------ Dataset entries

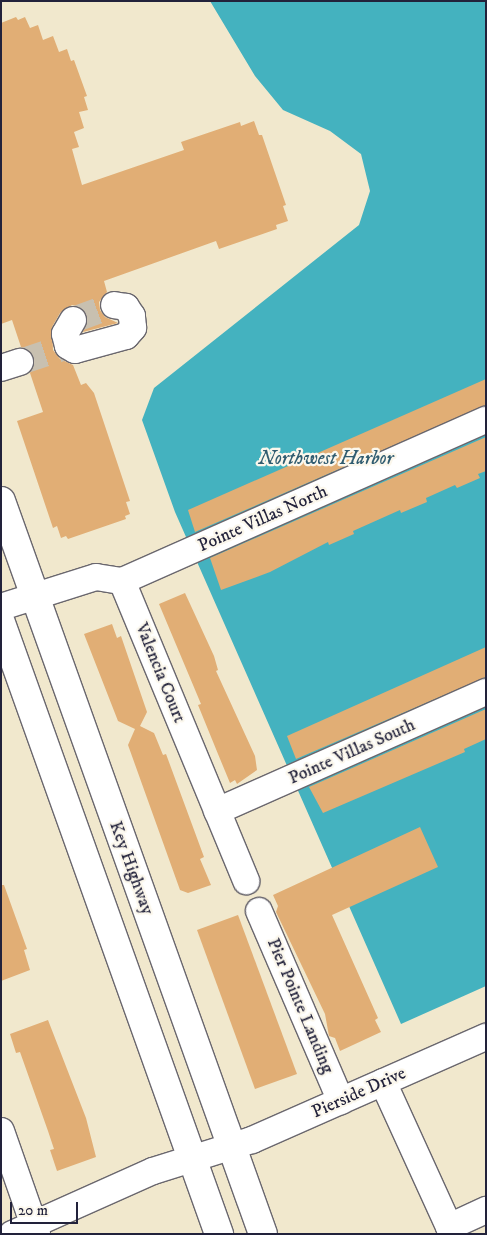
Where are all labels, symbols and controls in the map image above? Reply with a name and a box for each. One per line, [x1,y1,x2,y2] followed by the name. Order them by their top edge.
[259,448,393,470] water label: Northwest Harbor
[195,481,331,557] street label: Pointe Villas North
[130,620,190,726] street label: Valencia Court
[285,714,419,790] street label: Pointe Villas South
[104,818,158,918] street label: Key Highway
[262,935,338,1077] street label: Pier Pointe Landing
[309,1063,409,1123] street label: Pierside Drive
[12,1192,80,1224] scale bar
[18,1201,48,1220] text: 20 m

------------

Please print the data above once more, exactly as it appears, with no pictures.

Where are all labels, symbols and controls in the map image above? Reply with a name and a box for each. One per line, [x1,y1,x2,y2] followed by the name. Order them by their top edge.
[259,448,393,470] water label: Northwest Harbor
[195,481,331,557] street label: Pointe Villas North
[130,620,190,726] street label: Valencia Court
[285,714,419,790] street label: Pointe Villas South
[104,818,158,918] street label: Key Highway
[262,935,338,1077] street label: Pier Pointe Landing
[309,1063,409,1123] street label: Pierside Drive
[12,1192,80,1224] scale bar
[18,1201,48,1220] text: 20 m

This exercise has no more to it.